* DATA SUPPLIED:
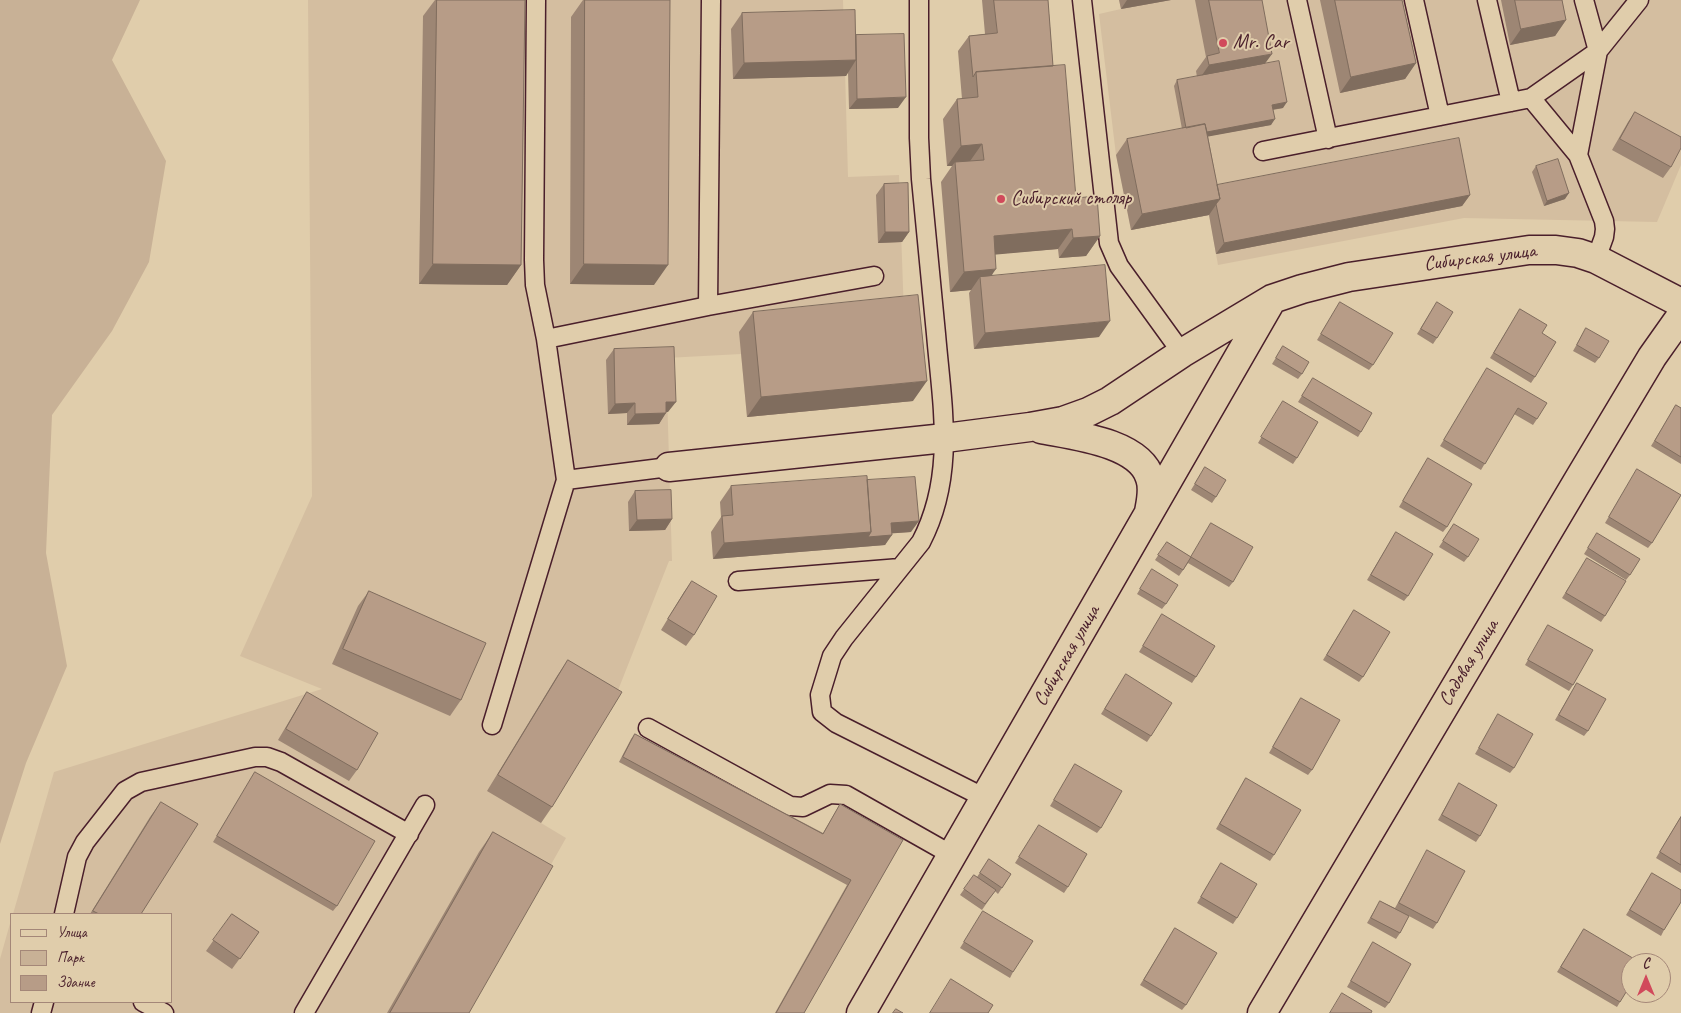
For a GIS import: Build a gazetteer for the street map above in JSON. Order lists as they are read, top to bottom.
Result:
{
  "streets": {
    "street": ["Сибирская улица", "Садовая улица"]
  },
  "places": ["Mr. Car", "Сибирский столяр"],
  "legend": ["Улица", "Парк", "Здание"],
  "north": "top"
}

* WHAT YOU HAVE TO DO: Pictures in the records above are not copied; print everything else exactly.

* RESPONSE TO THE EXERCISE:
For a GIS import: Build a gazetteer for the street map above in JSON. Order lists as they are read, top to bottom.
Result:
{
  "streets": {
    "street": ["Сибирская улица", "Садовая улица"]
  },
  "places": ["Mr. Car", "Сибирский столяр"],
  "legend": ["Улица", "Парк", "Здание"],
  "north": "top"
}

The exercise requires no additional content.